Further, the first secondary battery protection circuit according to the present invention compares the measured value obtained by the above-mentioned first or third voltage measurement circuit with the charge inhibition voltage, and the measured value shows the charge inhibition. It is characterized by comprising means for inhibiting charging of the secondary battery when the voltage rises.

The second secondary battery protection circuit according to the present invention compares the measured value obtained by the above-mentioned second or third voltage measuring circuit with the discharge inhibition voltage, and the measured value is the discharge inhibition voltage. It is characterized in that it is provided with a means for inhibiting the discharge of the secondary battery when the battery voltage drops to 0.

The third secondary battery protection circuit according to the present invention compares the measured value obtained by the above-mentioned third voltage measurement circuit with the charge inhibition voltage and the discharge inhibition voltage, and the measured value is the charge inhibition voltage. It is characterized in that it is provided with a means for prohibiting the charging of the secondary battery when the temperature rises up to, and prohibiting the discharging of the secondary battery when the measured value falls to the discharge inhibition voltage.

As described above, according to the present invention, in a normal case, that is, when the maximum value of the terminal voltage of each of the plurality of secondary batteries connected in series is lower than the first set value, or when the minimum value is the second value. If the value is higher than the set value, the average value is output as the measured value of the battery voltage. If the maximum value is the first set value or more, the maximum value is output, and if the minimum value is the second set value or less, the minimum value is output. Each value is output as a measured value of the battery voltage.

Therefore, for example, when the terminal voltage of the secondary battery varies and the terminal voltage of the battery having the minimum capacity or the battery having the maximum charge amount reaches the charge inhibition voltage earlier than other batteries, or when the battery is discharged. When the terminal voltage of the battery with the smallest capacity or the battery with the smallest amount of charge reaches the discharge inhibition voltage earlier than other batteries, they are immediately detected from the measured value of the battery voltage to protect against the stop of charging and the stop of discharge. The operation can be performed, and it is possible to reliably prevent overcharge and overdischarge.

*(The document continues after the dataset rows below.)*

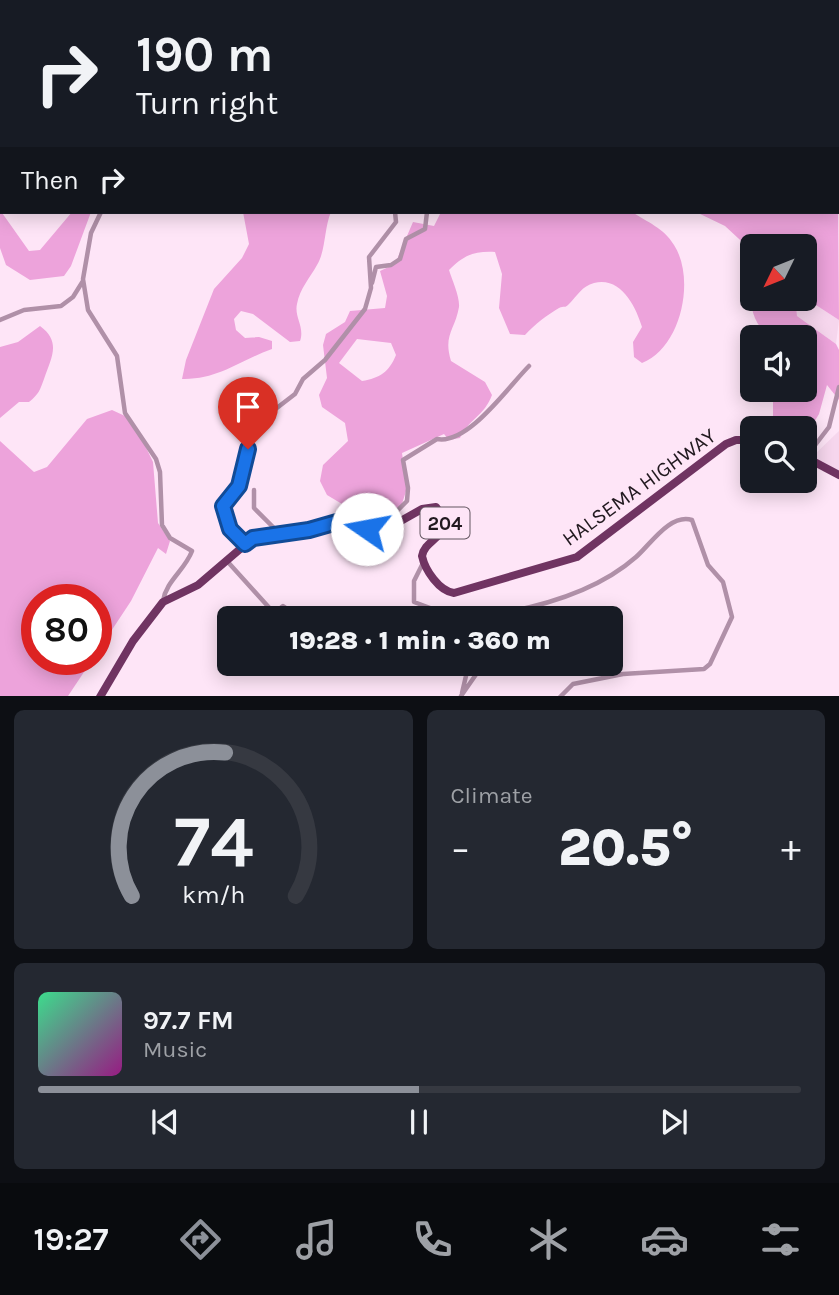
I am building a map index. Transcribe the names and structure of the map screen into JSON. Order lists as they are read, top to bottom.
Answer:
{
  "streets": {
    "highway": ["HALSEMA HIGHWAY", "204"]
  },
  "crossings": [
    ["HALSEMA HIGHWAY", "204"]
  ],
  "north": "bottom left",
  "page": {
    "turn": ["190 m", "Turn right"],
    "then": "Then",
    "limit": "80",
    "trip": "19:28 · 1 min · 360 m",
    "tile": "Climate",
    "heat": ["−", "20.5°", "+"],
    "song": ["97.7 FM", "Music"],
    "tabs": "19:27",
    "gauge": ["74", "km/h"]
  }
}
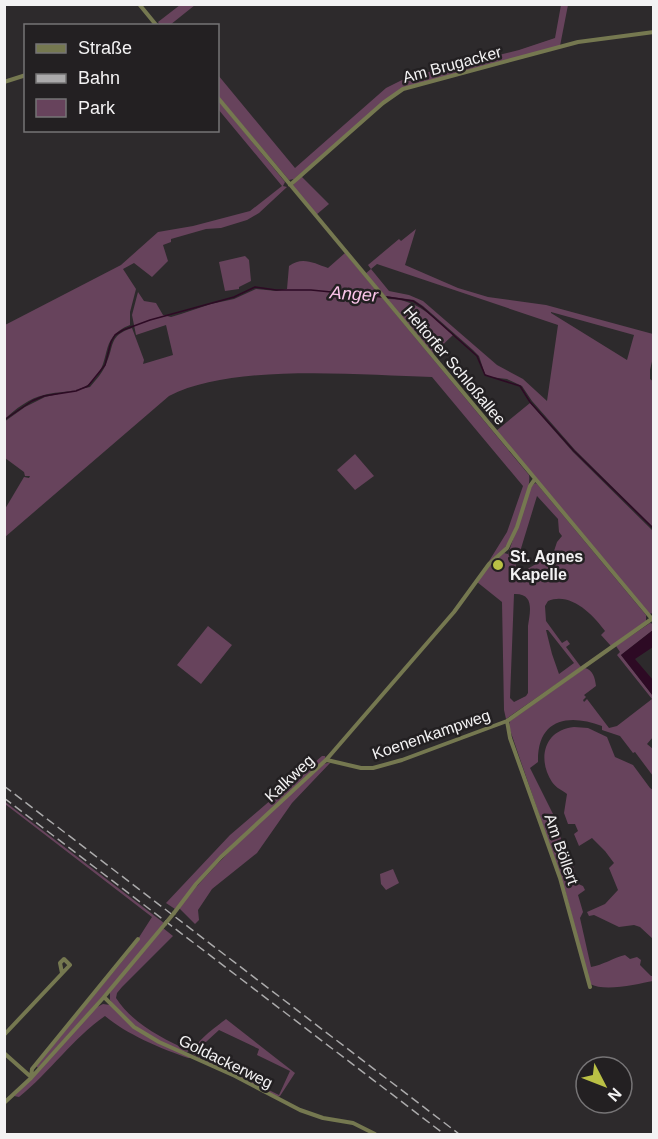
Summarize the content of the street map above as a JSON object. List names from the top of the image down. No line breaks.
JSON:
{"streets":{"street":["Am Brugacker","Heltorfer Schloßallee","Koenenkampweg","Kalkweg","Am Böllert","Goldackerweg"]},"crossings":[["Am Brugacker","Heltorfer Schloßallee"],["Heltorfer Schloßallee","Koenenkampweg"],["Heltorfer Schloßallee","Kalkweg"],["Heltorfer Schloßallee","Am Böllert"],["Koenenkampweg","Kalkweg"],["Koenenkampweg","Am Böllert"],["Kalkweg","Goldackerweg"]],"water":["Anger"],"places":["St. Agnes Kapelle"],"legend":["Straße","Bahn","Park"],"north":"bottom right"}
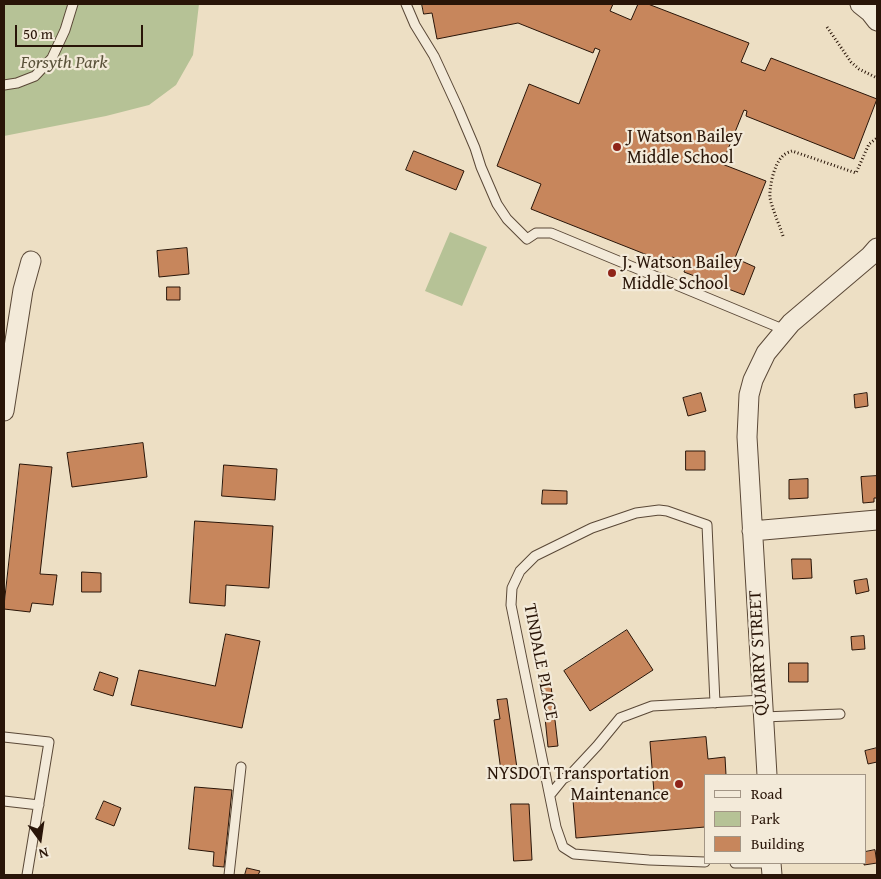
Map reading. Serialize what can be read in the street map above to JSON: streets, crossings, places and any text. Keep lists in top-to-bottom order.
{
  "streets": {
    "street": ["QUARRY STREET"],
    "lane": ["TINDALE PLACE"]
  },
  "parks": ["Forsyth Park"],
  "places": ["J Watson Bailey Middle School", "J. Watson Bailey Middle School", "NYSDOT Transportation Maintenance"],
  "legend": ["Road", "Park", "Building"],
  "scale_bar": "50 m",
  "north": "bottom"
}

Further, since the average value of the terminal voltage of a plurality of secondary batteries is usually output as the measured value of the battery voltage, the charging state and discharging state of the secondary battery when the protective operation is not performed are monitored. be able to.

[0019]

BEST MODE FOR CARRYING OUT THE INVENTION An embodiment of the present invention will be described below with reference to the drawings. FIG. 1 is a block diagram showing a voltage measuring circuit of a secondary battery according to an embodiment of the present invention. In the figure, a plurality of secondary battery groups 1 (three in this example)
The secondary batteries B1, B2 and B3 are connected in series. The secondary batteries B1, B2, B3 are, for example, non-aqueous solvent secondary batteries such as lithium ion secondary batteries, or lead storage batteries. The positive terminal of the secondary battery B1 is terminal a, the negative terminal of the secondary battery B1 and the positive terminal of the secondary battery B2 are terminal b, the negative terminal of the secondary battery B2 and the positive terminal of the secondary battery B3 are terminal c. The negative terminal of the secondary battery B3 is connected to the terminal d.

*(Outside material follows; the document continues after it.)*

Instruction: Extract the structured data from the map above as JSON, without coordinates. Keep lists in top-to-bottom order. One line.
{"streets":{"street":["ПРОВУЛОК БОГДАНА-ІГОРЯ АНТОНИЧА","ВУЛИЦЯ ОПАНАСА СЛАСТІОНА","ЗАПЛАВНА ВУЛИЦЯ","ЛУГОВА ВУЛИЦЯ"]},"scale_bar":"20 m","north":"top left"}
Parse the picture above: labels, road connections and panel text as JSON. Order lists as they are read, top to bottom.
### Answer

The switching circuit 2 includes a first switching switch SW1 including switching contacts e, f and g and a common contact k, and a second switching switch S including switching contacts h, i and j and a common contact l.
The switch SW1 and the switch SW2 are interlocked with each other. That is, when the common contact k is switched to the switching contact e, the common contact 1 is switched to the switching contact h, and when the common contact k is switched to the switching contact f, the common contact 1 is switched to the switching contact i, When the common contact k is switched to the switching contact g, the common contact 1 is switched to the switching contact j. The changeover contacts e, f, g of the first changeover switch SW1 of the changeover circuit 2 are respectively connected to the terminals a, b, c of the secondary battery group 1, and the second changeover switch S1.
The switching contacts h, i, j of W2 are the terminals b of the secondary battery group 1,
c and d, respectively.

The common terminals k and l of the first and second changeover switches SW1 and SW2 of the changeover circuit 2 are connected to the input terminals m and n of the differential amplifier 3, respectively. The differential amplifier 3 includes an operational amplifier A and a plurality of resistors, and has input terminals m and n.
A voltage corresponding to the voltage difference between them is generated at the output terminal P. By the switching circuit 5 and the differential amplifier 3, the secondary battery group 1
The voltage measuring circuit for measuring the terminal voltage of each of the secondary batteries B1, B2, B3 in FIG.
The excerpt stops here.